そういう心優は今までで一番優しく笑っていて
俺の頭はそれを理解するのに時間がかかった。

だけどそんなことを気にすることもなく心優は続けた。


「私が別れたいって言った前の日、大翔私にキスしたでしょ?」


「あ、あぁ…」


「元カノに挑発されたくらいで、あんな簡単にキスされて
それがすっごいむかついたの。

それまで大翔に感じる"好き"がなんだかわからなかったんだけど、その時やっとわかったの。

私は大翔にその程度にしか思われてないんだって。
私は、他の女の子たちと変わらないんだなって。

それが嫌で、その程度の女になりたくなくて
私は別れたくなったの。」


心優はそういって、俺の手を掴んだ。


「私は、大翔の本当の彼女になりたくなったんだ。」


その手からもその思いが伝わるくらい、力強く。
力強く、俺のことを見つめていた。

だから、俺も

「あの、俺も…」

俺も、心優のことが好きだって伝えよう
そう思ったのに、俺の口を心優の手が覆った。

まるで俺の言葉なんか聞きたくないかのように。


「私が大翔の支えになりたかった。
両親がいなくても、私がいるから寂しくないって思ってもらえるくらいに。
……でも、今の私じゃダメだから。

今の私じゃ大翔の彼女になっちゃダメだって思った。


だから、私一人で頑張ってくるから。
一人で生きて、一人で強くなってくる。

ちゃんと戦って、ちゃんと前に進めるようになったら
そしたら私戻ってくるから


……そしたら返事、聞かせてくれる?」


そう聞く心優の目は、微かに潤んでいて、少しだけ揺れていた。


「……わかった。

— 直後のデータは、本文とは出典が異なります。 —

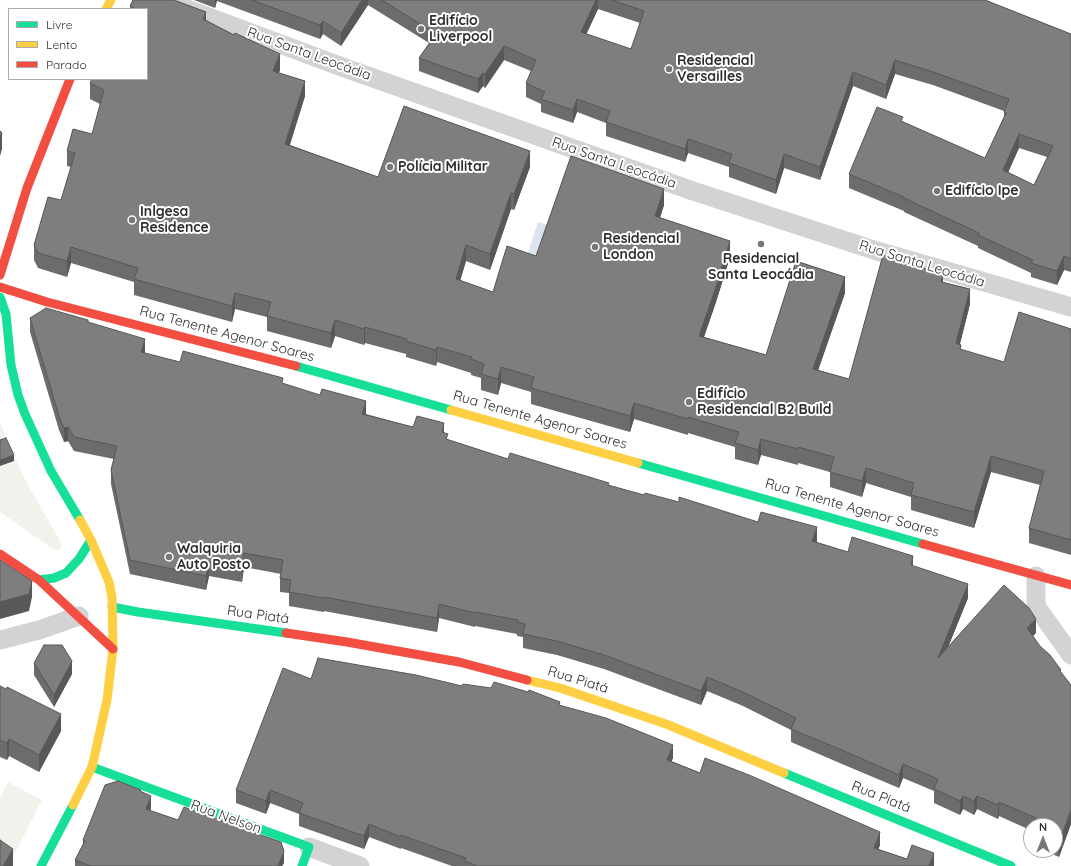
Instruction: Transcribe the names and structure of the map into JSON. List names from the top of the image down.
{
  "streets": {
    "street": [
      "Rua Santa Leocádia",
      "Rua Tenente Agenor Soares",
      "Rua Piatá",
      "Rua Nelson"
    ]
  },
  "places": [
    "Edifício Liverpool",
    "Residencial Versailles",
    "Polícia Militar",
    "Edifício Ipe",
    "Inlgesa Residence",
    "Residencial Santa Leocádia",
    "Residencial London",
    "Edifício Residencial B2 Build",
    "Walquiria Auto Posto"
  ],
  "legend": ["Livre", "Lento", "Parado"],
  "north": "top"
}
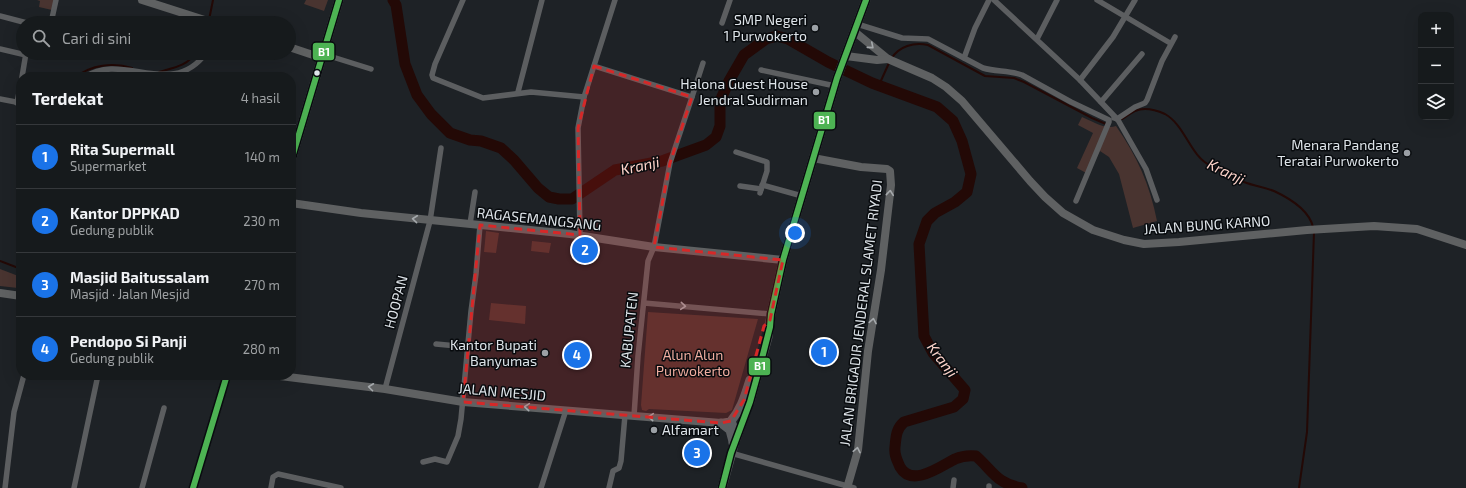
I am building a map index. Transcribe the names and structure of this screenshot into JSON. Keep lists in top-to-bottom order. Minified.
{"streets":{"main road":["RAGASEMANGSANG","JALAN BUNG KARNO","JALAN BRIGADIR JENDERAL SLAMET RIYADI","JALAN MESJID"],"street":["HOOPAN","KABUPATEN"]},"crossings":[["RAGASEMANGSANG","HOOPAN"],["RAGASEMANGSANG","KABUPATEN"],["HOOPAN","JALAN MESJID"],["KABUPATEN","JALAN MESJID"]],"one_way":["JALAN BRIGADIR JENDERAL SLAMET RIYADI","JALAN MESJID"],"water":["Kranji"],"parks":["Alun Alun Purwokerto"],"places":["SMP Negeri 1 Purwokerto","Halona Guest House Jendral Sudirman","Menara Pandang Teratai Purwokerto","Kantor Bupati Banyumas","Alfamart"],"lines":["transit line B1"],"page":{"map_buttons":["+","−"],"search":"Cari di sini","heading":["Terdekat","4 hasil"],"list":[{"mark":"1","name":"Rita Supermall","note":"Supermarket","value":"140 m"},{"mark":"2","name":"Kantor DPPKAD","note":"Gedung publik","value":"230 m"},{"mark":"3","name":"Masjid Baitussalam","note":"Masjid · Jalan Mesjid","value":"270 m"},{"mark":"4","name":"Pendopo Si Panji","note":"Gedung publik","value":"280 m"}],"pins":["2","1","4","3"]}}
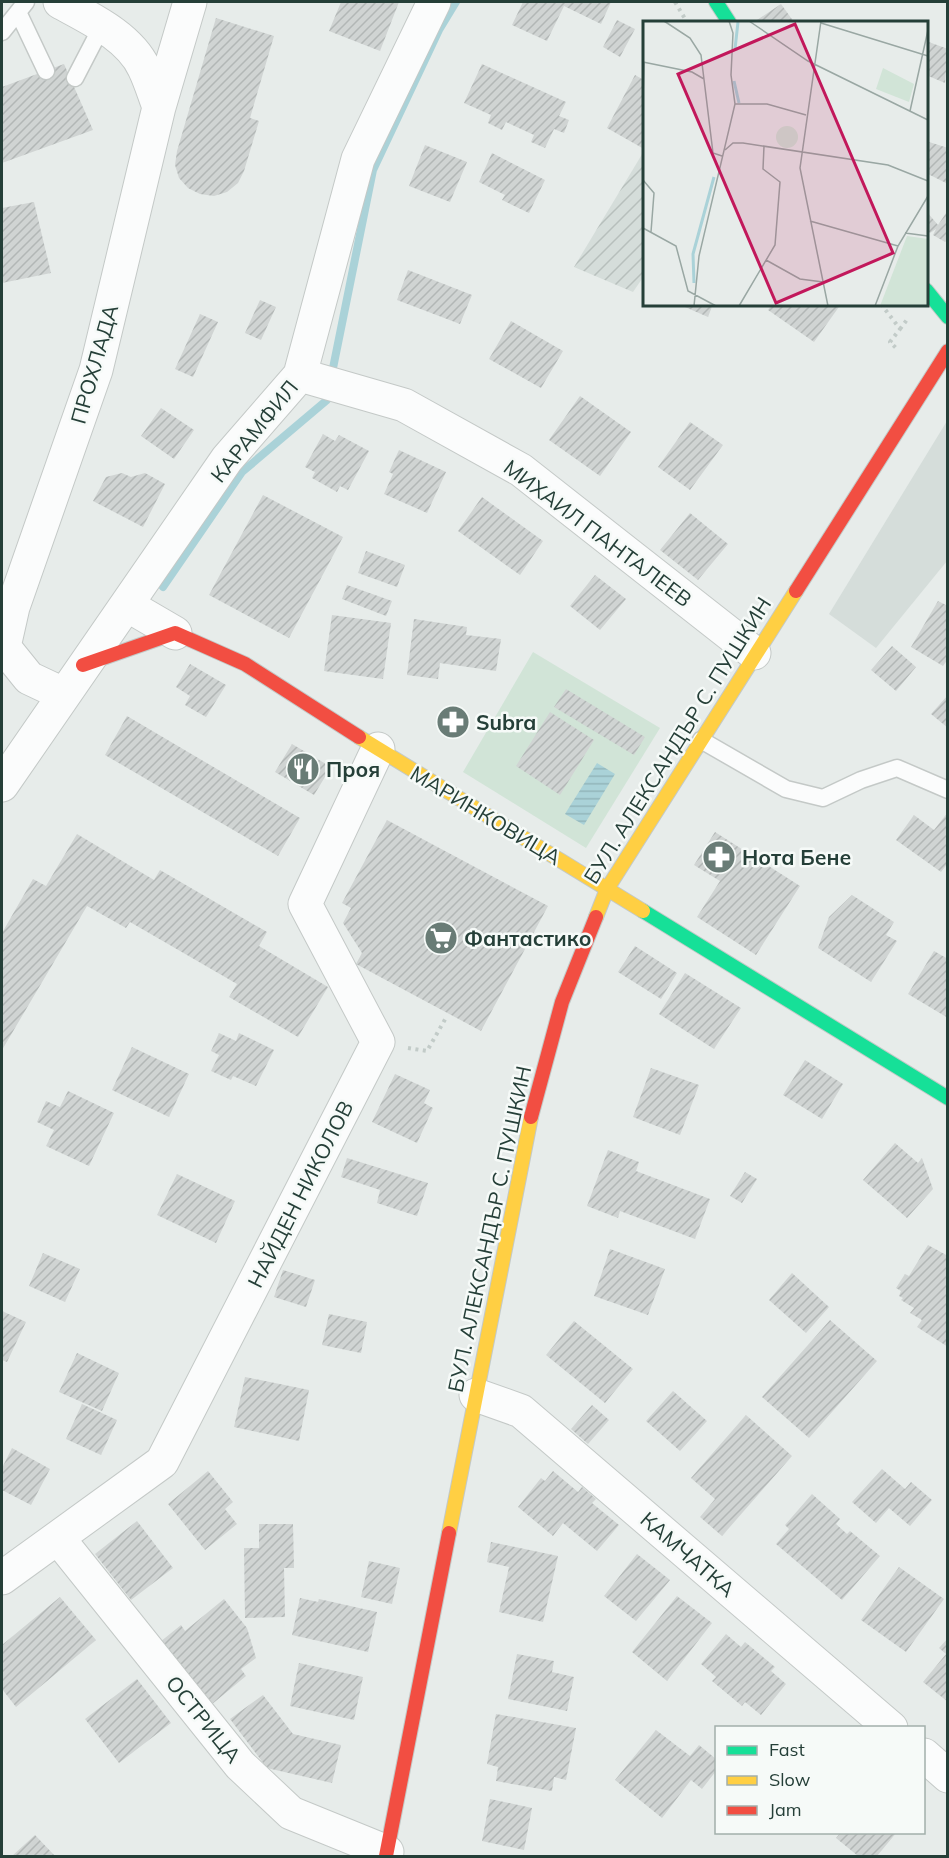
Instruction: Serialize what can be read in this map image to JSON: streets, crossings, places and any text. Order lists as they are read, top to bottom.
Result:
{
  "streets": {
    "main road": ["БУЛ. АЛЕКСАНДЪР С. ПУШКИН", "МАРИНКОВИЦА"],
    "street": [
      "ПРОХЛАДА",
      "КАРАМФИЛ",
      "МИХАИЛ ПАНТАЛЕЕВ",
      "НАЙДЕН НИКОЛОВ",
      "КАМЧАТКА",
      "ОСТРИЦА"
    ]
  },
  "crossings": [
    ["ПРОХЛАДА", "КАРАМФИЛ"],
    ["КАРАМФИЛ", "МИХАИЛ ПАНТАЛЕЕВ"],
    ["КАРАМФИЛ", "МАРИНКОВИЦА"],
    ["МИХАИЛ ПАНТАЛЕЕВ", "БУЛ. АЛЕКСАНДЪР С. ПУШКИН"],
    ["БУЛ. АЛЕКСАНДЪР С. ПУШКИН", "МАРИНКОВИЦА"],
    ["БУЛ. АЛЕКСАНДЪР С. ПУШКИН", "КАМЧАТКА"],
    ["БУЛ. АЛЕКСАНДЪР С. ПУШКИН", "ОСТРИЦА"],
    ["НАЙДЕН НИКОЛОВ", "ОСТРИЦА"]
  ],
  "places": {
    "pharmacy": ["Subra", "Нота Бене"],
    "restaurant": ["Проя"],
    "supermarket": ["Фантастико"]
  },
  "legend": ["Fast", "Slow", "Jam"]
}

」


その俺の返事に心優はまた優しく微笑んだけど、俺から目線をはずした。


「でもね、私いつ戻ってくるかわかんないの。
自分で自分を許せるようになるまで戻ってくるつもりはないの。

だから、それまで大翔を縛り付けとくのも嫌。
そんな約束をするのも嫌。
大翔モテるから、そんな約束を忘れられたり破られたりしたら、私はきっと大翔を憎んじゃうから。

……だから、今日でサヨナラ。」


「…は?」


「またね、なんて言わない。
戻ってきても大翔に連絡するかはわからないし、私がずっと大翔を思い続けてるかもわからない。

だからね、大翔は好きに生きてね。